Stored data:
= = =
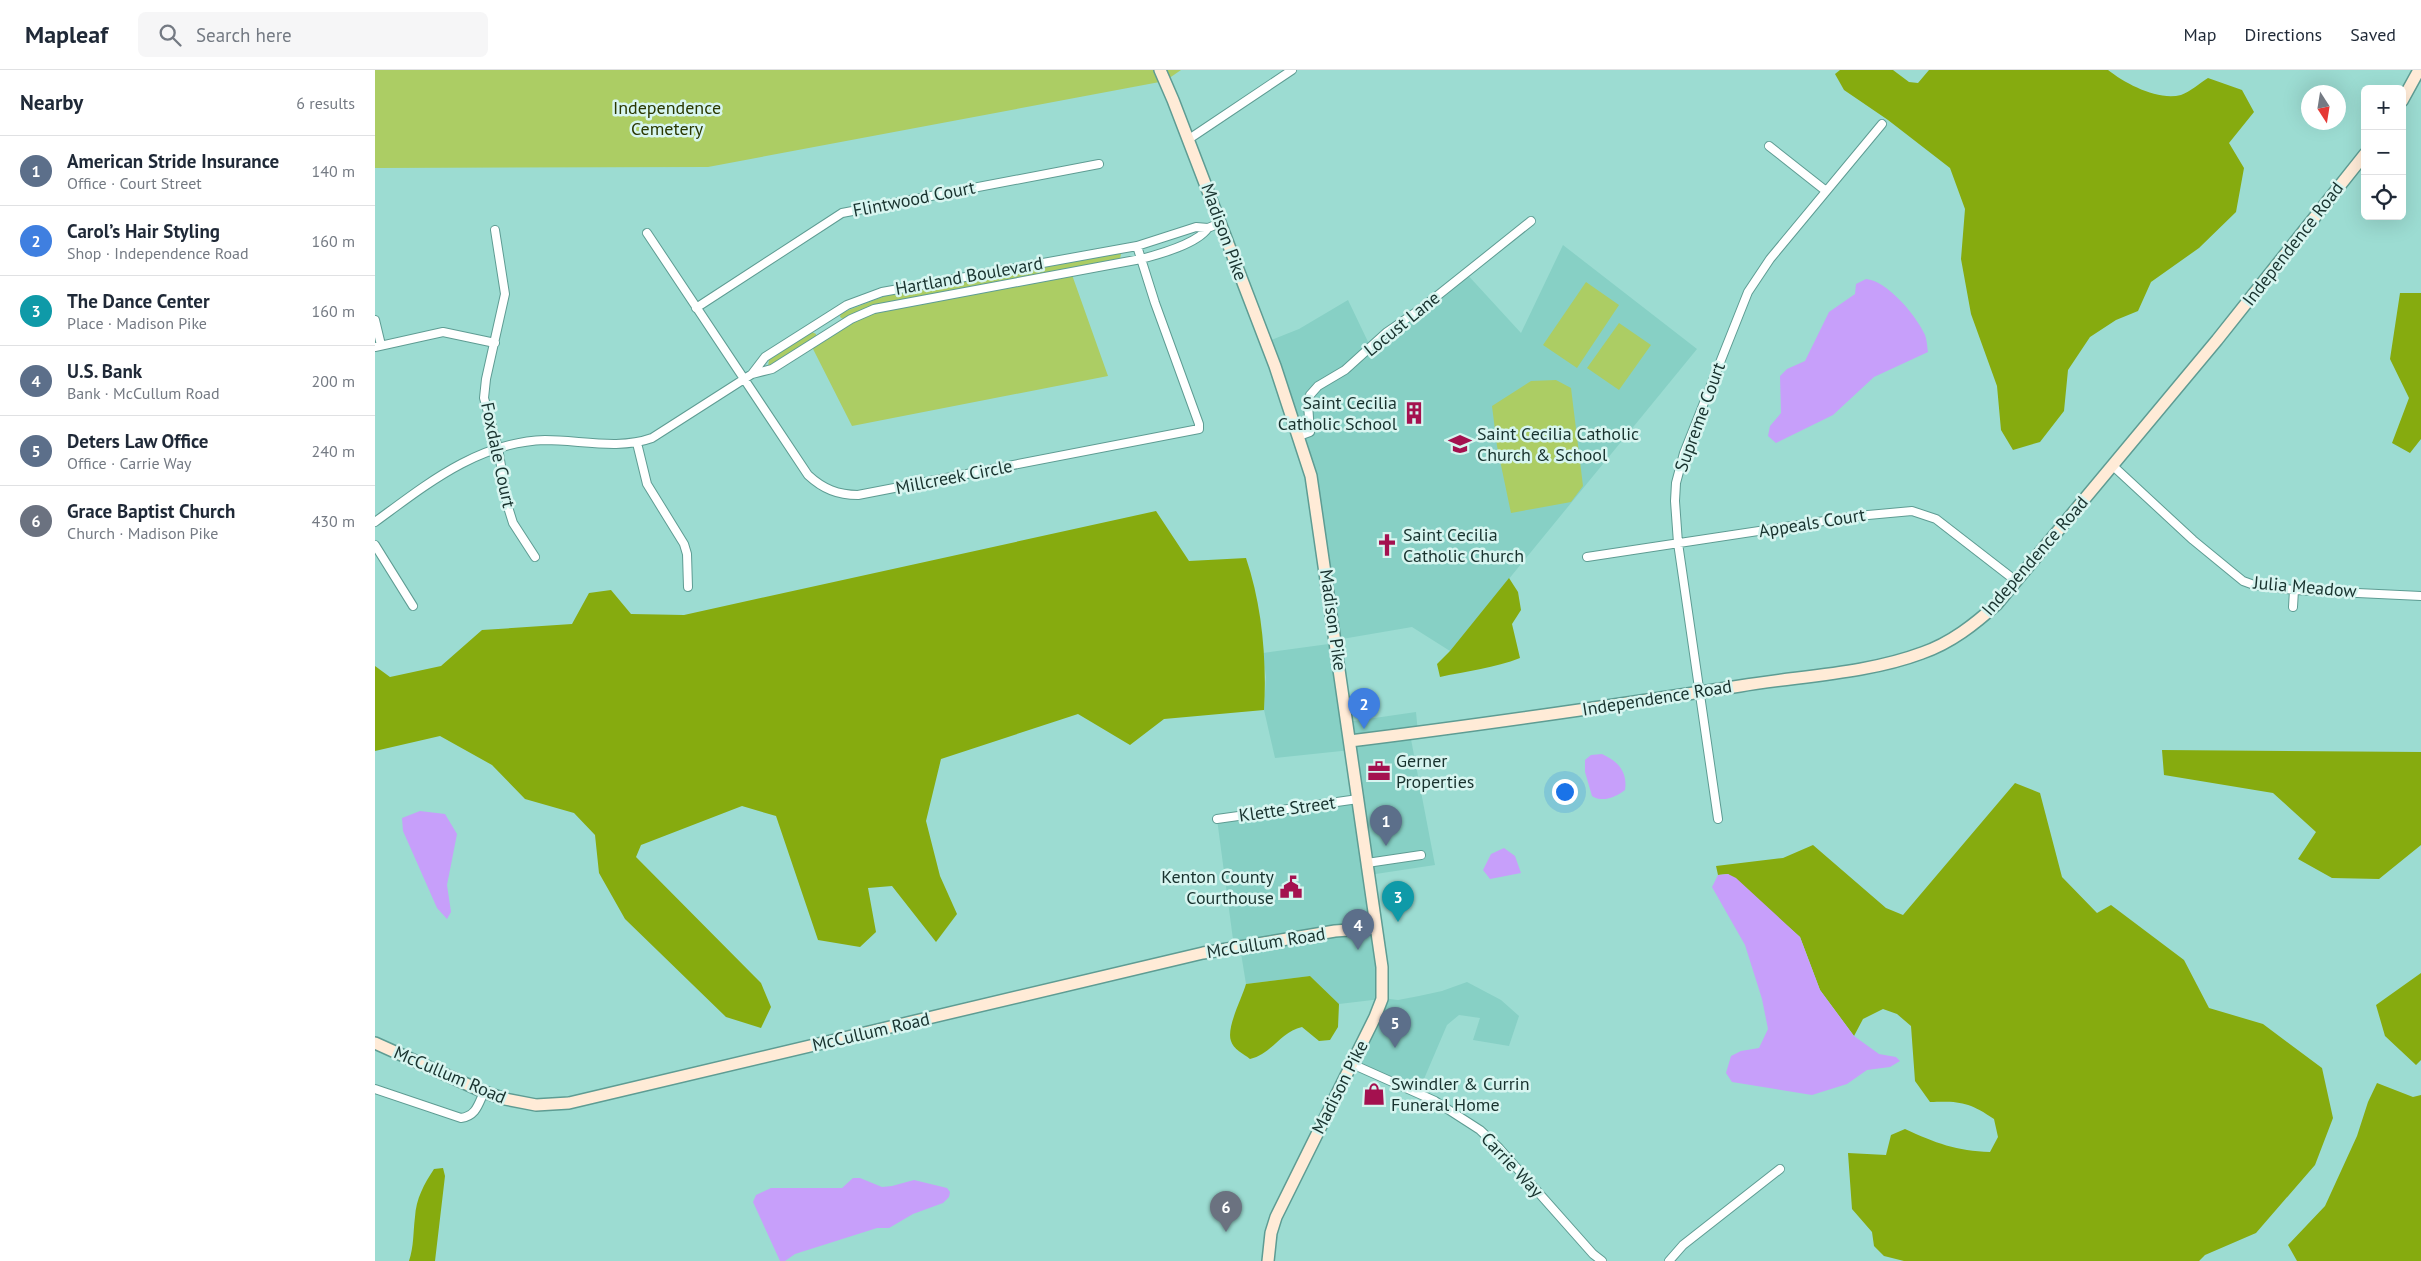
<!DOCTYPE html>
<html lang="en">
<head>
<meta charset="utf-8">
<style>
	:root { --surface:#fff; --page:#f6f6f7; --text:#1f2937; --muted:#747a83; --line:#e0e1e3; --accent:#a4114f }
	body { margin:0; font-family:"PT Sans",sans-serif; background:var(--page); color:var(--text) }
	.controls { position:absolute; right:15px; top:15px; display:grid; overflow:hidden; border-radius:8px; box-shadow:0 5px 20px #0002 }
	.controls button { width:45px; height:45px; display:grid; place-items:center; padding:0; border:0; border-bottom:1px solid var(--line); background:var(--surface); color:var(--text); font:25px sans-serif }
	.compass { position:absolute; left:1926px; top:15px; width:45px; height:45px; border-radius:50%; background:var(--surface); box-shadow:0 5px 20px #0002; rotate:168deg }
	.you { position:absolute; left:1189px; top:721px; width:18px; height:18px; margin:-12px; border:4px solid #fff; border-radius:50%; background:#1a73e8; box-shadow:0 0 0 8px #1a73e833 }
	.badge { display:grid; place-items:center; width:32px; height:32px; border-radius:50%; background:var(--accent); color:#fff; font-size:16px; font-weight:700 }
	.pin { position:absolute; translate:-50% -41px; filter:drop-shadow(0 1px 2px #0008) }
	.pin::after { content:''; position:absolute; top:26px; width:18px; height:15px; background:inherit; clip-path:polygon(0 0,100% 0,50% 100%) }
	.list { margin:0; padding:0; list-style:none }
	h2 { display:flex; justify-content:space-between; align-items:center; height:65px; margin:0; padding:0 20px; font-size:21px }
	h2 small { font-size:16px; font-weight:400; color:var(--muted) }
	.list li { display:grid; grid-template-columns:32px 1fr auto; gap:15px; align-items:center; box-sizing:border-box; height:70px; padding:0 20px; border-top:1px solid var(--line) }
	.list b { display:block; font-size:19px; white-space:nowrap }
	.list p { margin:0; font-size:16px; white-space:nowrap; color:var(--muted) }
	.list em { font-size:16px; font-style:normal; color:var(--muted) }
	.icon { flex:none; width:28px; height:28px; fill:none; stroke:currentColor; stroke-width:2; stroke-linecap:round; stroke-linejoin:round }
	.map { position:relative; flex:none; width:2046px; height:1191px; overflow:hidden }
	header { display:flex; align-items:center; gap:30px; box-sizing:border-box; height:70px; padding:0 25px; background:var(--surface); border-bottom:1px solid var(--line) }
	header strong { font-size:24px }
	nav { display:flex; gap:28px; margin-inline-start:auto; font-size:18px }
	.search { width:350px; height:45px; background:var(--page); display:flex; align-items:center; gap:12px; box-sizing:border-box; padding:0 18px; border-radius:8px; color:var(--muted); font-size:19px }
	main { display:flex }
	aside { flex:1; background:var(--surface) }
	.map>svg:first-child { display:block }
	.built { fill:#87d0c5 }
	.green { fill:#accd64 }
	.forest { fill:#86ab0f }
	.water { fill:#c79ffa }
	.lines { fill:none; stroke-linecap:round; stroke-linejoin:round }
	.street-casing { stroke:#5e9c93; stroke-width:10 }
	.secondary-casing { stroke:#5e9c93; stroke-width:14 }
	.street { stroke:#fff; stroke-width:8 }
	.secondary { stroke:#ffebd7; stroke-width:11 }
	.labels { text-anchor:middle; stroke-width:5; stroke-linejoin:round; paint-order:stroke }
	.park-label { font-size:18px; fill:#2a3800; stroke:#d7f5f0 }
	.street-label { font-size:18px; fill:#18322e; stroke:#d7f5f0 }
	.poi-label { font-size:18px; fill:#18322e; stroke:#d7f5f0; text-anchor:start }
</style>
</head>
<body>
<header>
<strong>Mapleaf</strong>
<div class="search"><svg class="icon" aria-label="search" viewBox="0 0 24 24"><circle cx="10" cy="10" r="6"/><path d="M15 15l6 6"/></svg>Search here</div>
<nav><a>Map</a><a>Directions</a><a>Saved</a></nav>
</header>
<main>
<aside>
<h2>Nearby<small>6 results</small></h2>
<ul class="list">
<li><span class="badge" style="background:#5c6f8a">1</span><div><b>American Stride Insurance</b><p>Office · Court Street</p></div><em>140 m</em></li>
<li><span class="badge" style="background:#3f7fe0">2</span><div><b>Carol’s Hair Styling</b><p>Shop · Independence Road</p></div><em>160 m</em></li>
<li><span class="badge" style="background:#0f9aa8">3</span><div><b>The Dance Center</b><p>Place · Madison Pike</p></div><em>160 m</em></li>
<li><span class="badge" style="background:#5c6f8a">4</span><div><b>U.S. Bank</b><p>Bank · McCullum Road</p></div><em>200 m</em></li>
<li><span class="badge" style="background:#5c6f8a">5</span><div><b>Deters Law Office</b><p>Office · Carrie Way</p></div><em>240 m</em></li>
<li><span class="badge" style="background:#6b7280">6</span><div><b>Grace Baptist Church</b><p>Church · Madison Pike</p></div><em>430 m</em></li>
</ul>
</aside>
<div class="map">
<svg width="2046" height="1191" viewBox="0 0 2046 1191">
	<rect width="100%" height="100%" fill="#9cdcd2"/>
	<path class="built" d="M 1188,175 L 1322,279 L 1075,581 L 1037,557 L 961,570 L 942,439 L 891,272 L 924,259 L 973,230 L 995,276 L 1090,202 L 1146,263 Z
		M 961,573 L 972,652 L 1041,642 L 1043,663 L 1035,664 L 1060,795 L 994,805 L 1007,928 L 1023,930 L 1044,926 L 1067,921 L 1092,912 L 1126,930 L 1144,946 L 1134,976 L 1098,970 L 1105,948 L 1084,945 L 1072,955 L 1043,1023 L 977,994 L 1006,929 L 964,934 L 935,906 L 871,914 L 865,877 L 859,877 L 842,749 L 983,729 L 976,680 L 900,688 L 889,640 L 891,607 L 888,583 Z"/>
	<path class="green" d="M 0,0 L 806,0 L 790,11 L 333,97 L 0,98 Z
		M 742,183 L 746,184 L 745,189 L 523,231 L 503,235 L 468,249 L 465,247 L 466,243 L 510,226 Z
		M 696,202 L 733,306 L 477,356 L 436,275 L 499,239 Z
		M 1211,212 L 1244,235 L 1202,298 L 1168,275 Z
		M 1244,253 L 1276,275 L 1244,320 L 1212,298 Z
		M 437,262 L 441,264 L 441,267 L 393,296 L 394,290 Z
		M 1181,310 L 1196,318 L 1208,416 L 1196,432 L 1136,443 L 1122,376 L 1117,336 L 1156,311 Z"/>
	<path class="forest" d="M 1465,0 L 1518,0 L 1534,12 L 1543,13 L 1554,0 L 1733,0 C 1751,14 1783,31 1806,25 C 1815,22 1825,13 1833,8 L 1867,20 L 1879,42 L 1854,73 L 1869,98 L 1861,142 L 1824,178 L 1776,212 L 1763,241 L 1741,250 L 1715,267 L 1693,300 L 1689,341 L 1665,372 L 1638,380 L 1626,360 L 1622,316 L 1596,244 L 1586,189 L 1590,139 L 1575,98 L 1513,50 L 1469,20 L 1460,4 Z
		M 2025,223 L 2046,223 L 2046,369 L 2035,383 L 2017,373 L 2034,328 L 2015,289 Z
		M 781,441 L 814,491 L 871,488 C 887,535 892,590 889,640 L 789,649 L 755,675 L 703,644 L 566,689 L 551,751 L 565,806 L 582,844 L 561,872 L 517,816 L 493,818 L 501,862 L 485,877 L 443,870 L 401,746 L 367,736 L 266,775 L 261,787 L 386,913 L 396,937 L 386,958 L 351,947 L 250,849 L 224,803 L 220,765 L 199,743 L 150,729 L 117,695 L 65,666 L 0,681 L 0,596 L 15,607 L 66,596 L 107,560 L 197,554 L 214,523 L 236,520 L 256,544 L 309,545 Z
		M 1134,508 L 1143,522 L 1146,540 L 1137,554 L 1145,588 C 1120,598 1092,601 1065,607 L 1062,594 L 1075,581 Z
		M 1787,680 L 2046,682 L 2046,775 L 2004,809 L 1957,808 L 1923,789 L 1941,762 L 1898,723 L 1789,705 Z
		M 1640,713 L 1665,723 L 1687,807 L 1722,843 L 1736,835 L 1809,890 L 1834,938 L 1888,954 L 1947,998 L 1958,1048 L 1940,1095 L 1881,1163 L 1830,1185 L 1824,1191 L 1529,1191 L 1509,1186 L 1499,1176 L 1497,1162 L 1477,1139 L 1473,1083 L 1511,1085 L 1516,1065 L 1530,1059 C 1560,1073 1582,1081 1615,1082 L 1623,1067 L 1619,1049 C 1594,1032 1585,1031 1555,1032 L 1540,1011 L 1536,956 L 1522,944 L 1508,939 L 1488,949 L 1479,966 L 1445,920 L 1425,867 L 1353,804 L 1343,805 L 1341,796 L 1408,788 L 1438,775 L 1511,838 L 1528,845 Z
		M 2046,903 L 2046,990 L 2041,995 L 2010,966 L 2001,935 Z
		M 935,906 L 964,934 L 963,957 L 955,970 L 944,971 L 927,957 C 905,962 897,984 875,989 C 869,984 858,979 856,971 C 851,958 867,928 871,914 Z
		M 2002,1013 L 2038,1027 L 2046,1025 L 2046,1191 L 1922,1191 L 1913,1175 L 1950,1136 L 1982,1066 L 1993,1032 Z
		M 68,1098 L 70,1106 L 60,1191 L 34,1191 C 39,1176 38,1163 40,1147 C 41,1129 49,1114 59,1099 Z"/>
	<path class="water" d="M 1491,209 C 1512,211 1540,244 1549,263 C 1552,268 1552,276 1553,282 L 1499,307 L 1458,345 L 1401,373 L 1393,366 L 1395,356 L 1406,343 L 1405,306 L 1412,299 L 1430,291 L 1454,242 L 1480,224 L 1481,214 Z
		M 1227,684 C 1242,691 1253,701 1250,720 C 1241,727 1228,733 1217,726 L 1210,702 L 1210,690 L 1216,685 Z
		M 45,741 L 70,744 L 82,764 L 72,815 L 76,842 L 72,849 L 62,838 L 28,761 L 27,748 Z
		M 1129,778 L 1140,786 L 1146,803 L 1115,809 L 1108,800 L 1116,784 Z
		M 1353,804 L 1361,808 L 1425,867 L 1445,920 L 1479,966 L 1504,984 L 1521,987 L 1525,991 L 1515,997 L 1492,1000 L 1472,1014 L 1437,1025 L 1357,1012 L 1351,1003 L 1356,986 L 1366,981 L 1384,978 L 1393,959 L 1387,929 L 1370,875 L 1337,817 L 1343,805 Z
		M 478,1108 L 485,1108 L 507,1117 L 517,1116 L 539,1110 L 572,1118 L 575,1122 L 574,1127 L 568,1133 L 538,1144 L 514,1158 L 502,1158 L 420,1184 L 410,1191 L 405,1191 L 378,1132 L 381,1125 L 396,1118 L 467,1118 Z"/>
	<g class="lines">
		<defs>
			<path id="street" d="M 814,69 L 917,0
				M 1394,76 L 1451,121
				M 120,160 L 130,224 L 111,309 L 109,328 L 123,378 L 133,437 L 138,453 L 160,487
				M 272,163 L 433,405 C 448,419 463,425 483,425 L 824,359 L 824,354 L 780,233 L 762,176
				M 321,238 L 467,143 L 724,94
				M 0,250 L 6,275
				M 0,277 L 68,262 L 120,273
				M 377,304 L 390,287 L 472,235 L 507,222 L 762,176 L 821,157 L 833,158 L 845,153
				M 924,366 L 935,362 L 933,334 L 935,325 L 943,316 L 970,300 L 1012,262 L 1047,238 L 1156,151
				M 262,373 L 272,414 L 309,474 L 312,484 L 313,517
				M 1737,395 L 1818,470 L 1868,511 L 1879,515 L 1919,520 L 2046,526
				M 0,452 C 52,414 103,372 170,370 C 205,370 244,380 277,368 L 377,304 L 397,299 L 476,249 L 499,239 L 766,189 C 785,184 822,174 833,158
				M 0,475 L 38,536
				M 1212,487 L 1482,446 L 1537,441 L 1561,449 L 1641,511
				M 1918,537 L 1919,520
				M 842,749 L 983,729
				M 1343,749 L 1303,473 L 1300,431 L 1301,413 L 1309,383 L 1373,222 L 1395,189 L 1507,54
				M 992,793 L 1046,785
				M 977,994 L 1060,1031 L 1105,1060 L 1124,1078 L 1218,1184 L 1227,1191
				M 0,1019 L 86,1048 C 101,1046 103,1035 109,1022
				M 1294,1191 L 1308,1175 L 1405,1099"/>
			<path id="secondary" d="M 785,0 L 798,30 L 900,296 L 936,406 L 1007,897 L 1007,929 L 1000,947 L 901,1147 L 896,1163 L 893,1191
				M 2027,31 L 2044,0
				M 975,671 C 1105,655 1235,636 1365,616 C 1424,606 1491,604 1547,583 C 1576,573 1600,554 1622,534 L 1842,270 L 1990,84
				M 0,973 L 109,1022 L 130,1029 L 161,1035 L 194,1033 L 828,883 L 960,861 L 1001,858"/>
		</defs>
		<use href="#street" class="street-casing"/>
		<use href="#secondary" class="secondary-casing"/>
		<use href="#street" class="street"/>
		<use href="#secondary" class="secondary"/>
	</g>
	<defs>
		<symbol id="building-bare" viewBox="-9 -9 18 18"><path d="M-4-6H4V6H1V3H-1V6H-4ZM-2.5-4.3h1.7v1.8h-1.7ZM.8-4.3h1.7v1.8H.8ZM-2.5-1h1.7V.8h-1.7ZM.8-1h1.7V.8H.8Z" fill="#a4114f" stroke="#d7f5f0" stroke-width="2.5" paint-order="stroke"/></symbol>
		<symbol id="school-bare" viewBox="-9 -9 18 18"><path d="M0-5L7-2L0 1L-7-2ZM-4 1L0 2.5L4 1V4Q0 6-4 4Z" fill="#a4114f" stroke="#d7f5f0" stroke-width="2.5" paint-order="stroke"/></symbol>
		<symbol id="church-bare" viewBox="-9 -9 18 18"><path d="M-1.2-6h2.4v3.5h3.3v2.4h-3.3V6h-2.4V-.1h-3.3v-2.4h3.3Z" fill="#a4114f" stroke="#d7f5f0" stroke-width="2.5" paint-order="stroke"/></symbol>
		<symbol id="office-bare" viewBox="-9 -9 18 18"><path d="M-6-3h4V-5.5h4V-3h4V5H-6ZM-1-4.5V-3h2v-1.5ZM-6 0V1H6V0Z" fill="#a4114f" stroke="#d7f5f0" stroke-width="2.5" paint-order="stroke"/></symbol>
		<symbol id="civic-bare" viewBox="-9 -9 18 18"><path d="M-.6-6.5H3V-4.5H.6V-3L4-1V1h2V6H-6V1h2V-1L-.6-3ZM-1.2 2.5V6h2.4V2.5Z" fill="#a4114f" stroke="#d7f5f0" stroke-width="2.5" paint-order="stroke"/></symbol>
		<symbol id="shop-bare" viewBox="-9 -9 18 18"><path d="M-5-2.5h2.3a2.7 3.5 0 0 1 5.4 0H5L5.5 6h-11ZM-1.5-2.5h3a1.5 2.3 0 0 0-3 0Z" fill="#a4114f" stroke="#d7f5f0" stroke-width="2.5" paint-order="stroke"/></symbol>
	</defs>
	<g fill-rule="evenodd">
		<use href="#building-bare" x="1023" y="327" width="32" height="32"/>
		<use href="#school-bare" x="1069" y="358" width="32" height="32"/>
		<use href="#church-bare" x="996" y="459" width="32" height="32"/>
		<use href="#office-bare" x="988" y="685" width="32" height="32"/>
		<use href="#civic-bare" x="900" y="801" width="32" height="32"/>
		<use href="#shop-bare" x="983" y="1008" width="32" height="32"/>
	</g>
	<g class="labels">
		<g class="park-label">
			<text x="292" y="44">Independence<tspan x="292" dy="21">Cemetery</tspan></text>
		</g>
		<g class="street-label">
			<text transform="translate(539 129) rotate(-11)" y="6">Flintwood Court</text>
			<text transform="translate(849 162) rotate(70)" y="6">Madison Pike</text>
			<text transform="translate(1918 174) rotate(-52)" y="6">Independence Road</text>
			<text transform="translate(594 206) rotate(-10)" y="6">Hartland Boulevard</text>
			<text transform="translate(1027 254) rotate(-39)" y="6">Locust Lane</text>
			<text transform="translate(1325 347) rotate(-70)" y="6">Supreme Court</text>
			<text transform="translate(123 385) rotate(78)" y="6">Foxdale Court</text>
			<text transform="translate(579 407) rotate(-11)" y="6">Millcreek Circle</text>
			<text transform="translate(1437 453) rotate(-9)" y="6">Appeals Court</text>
			<text transform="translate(1660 486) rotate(-49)" y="6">Independence Road</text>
			<text transform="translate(1930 517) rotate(5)" y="6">Julia Meadow</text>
			<text transform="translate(958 550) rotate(82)" y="6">Madison Pike</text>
			<text transform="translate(1282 628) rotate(-9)" y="6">Independence Road</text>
			<text transform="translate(912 739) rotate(-8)" y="6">Klette Street</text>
			<text transform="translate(891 873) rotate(-9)" y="6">McCullum Road</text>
			<text transform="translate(496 962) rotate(-13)" y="6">McCullum Road</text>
			<text transform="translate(75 1005) rotate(23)" y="6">McCullum Road</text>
			<text transform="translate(965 1017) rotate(-63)" y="6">Madison Pike</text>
			<text transform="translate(1137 1095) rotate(47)" y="6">Carrie Way</text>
		</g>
		<g class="poi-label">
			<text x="1022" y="339" text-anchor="end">Saint Cecilia<tspan x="1022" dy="21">Catholic School</tspan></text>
			<text x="1102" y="370">Saint Cecilia Catholic<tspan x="1102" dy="21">Church &amp; School</tspan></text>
			<text x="1028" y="471">Saint Cecilia<tspan x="1028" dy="21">Catholic Church</tspan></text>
			<text x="1021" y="697">Gerner<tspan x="1021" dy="21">Properties</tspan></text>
			<text x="899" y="813" text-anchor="end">Kenton County<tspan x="899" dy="21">Courthouse</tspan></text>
			<text x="1016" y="1020">Swindler &amp; Currin<tspan x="1016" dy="21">Funeral Home</tspan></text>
		</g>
	</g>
</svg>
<div class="controls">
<button>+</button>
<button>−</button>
<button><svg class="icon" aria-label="locate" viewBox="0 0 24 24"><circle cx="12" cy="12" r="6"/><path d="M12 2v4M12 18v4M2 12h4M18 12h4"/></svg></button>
</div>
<svg class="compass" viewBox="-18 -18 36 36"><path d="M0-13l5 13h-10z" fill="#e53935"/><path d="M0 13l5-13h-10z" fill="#747a83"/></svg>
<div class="you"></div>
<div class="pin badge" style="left:1011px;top:776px;background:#5c6f8a">1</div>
<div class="pin badge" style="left:989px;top:659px;background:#3f7fe0">2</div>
<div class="pin badge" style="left:1023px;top:852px;background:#0f9aa8">3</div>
<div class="pin badge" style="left:983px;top:880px;background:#5c6f8a">4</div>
<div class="pin badge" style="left:1020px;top:978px;background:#5c6f8a">5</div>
<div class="pin badge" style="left:851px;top:1162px;background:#6b7280">6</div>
</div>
</main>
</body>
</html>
= = =
**The task:** Scan the entries above. Copy each line that has the string "serif".

**Response to the task:**
	body { margin:0; font-family:"PT Sans",sans-serif; background:var(--page); color:var(--text) }
	.controls button { width:45px; height:45px; display:grid; place-items:center; padding:0; border:0; border-bottom:1px solid var(--line); background:var(--surface); color:var(--text); font:25px sans-serif }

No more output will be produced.